We are generating data at an unprecedented pace. Honestly, I can’t keep up with the sheer volume of data around the world! I’m sure you’ve come across an estimate of how much data is being produced – McKinsey, Gartner, IBM, etc. all offer their own figures.

Here are some mind-boggling numbers for your reference – more than 500 million tweets, 90 billion emails, 65 million WhatsApp messages are sent – all in a single day! 4 Petabytes of data are generated only on Facebook in 24 hours. That’s incredible!
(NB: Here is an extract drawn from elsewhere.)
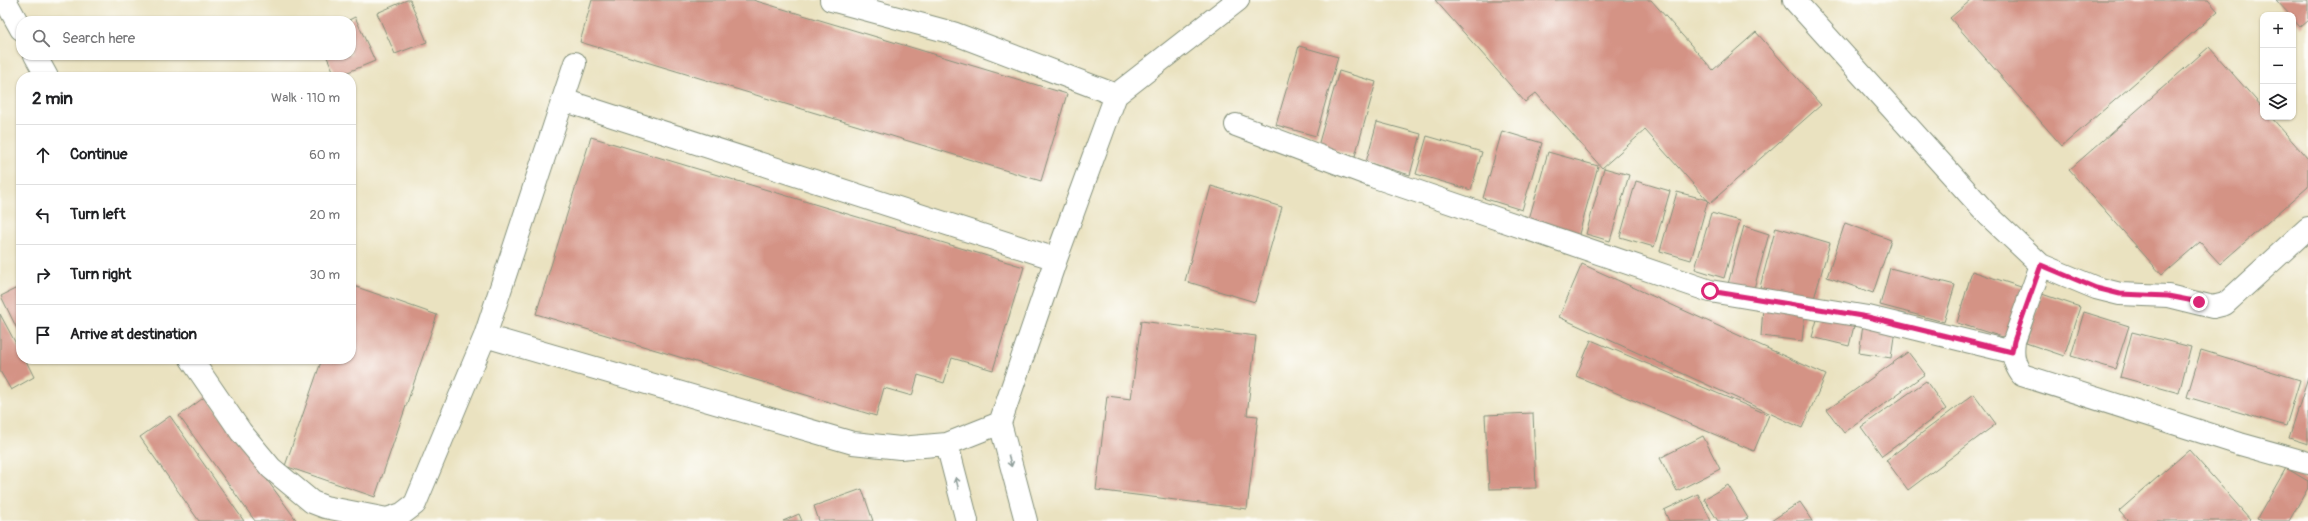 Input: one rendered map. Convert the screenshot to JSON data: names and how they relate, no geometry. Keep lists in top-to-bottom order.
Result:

This, of course, comes with challenges of its own. How does a data science team capture this amount of data? How do you process it and build machine learning models from it? These are exciting questions if you’re a data scientist or a data engineer.

And this is where Spark comes into the picture. Spark is written in Scala and it provides APIs to work with Scala, JAVA, Python, and R. PySpark is the Python API written in Python to support Spark.

One traditional way to handle Big Data is to use a distributed framework like Hadoop but these frameworks require a lot of read-write operations on a hard disk which makes it very expensive in terms of time and speed. Computational power is a significant hurdle.

PySpark deals with this in an efficient and easy-to-understand manner. So in this article, we will start learning all about it. We’ll understand what is Spark, how to install it on your machine and then we’ll deep dive into the different Spark components. There’s a whole bunch of code here too so let’s have some fun!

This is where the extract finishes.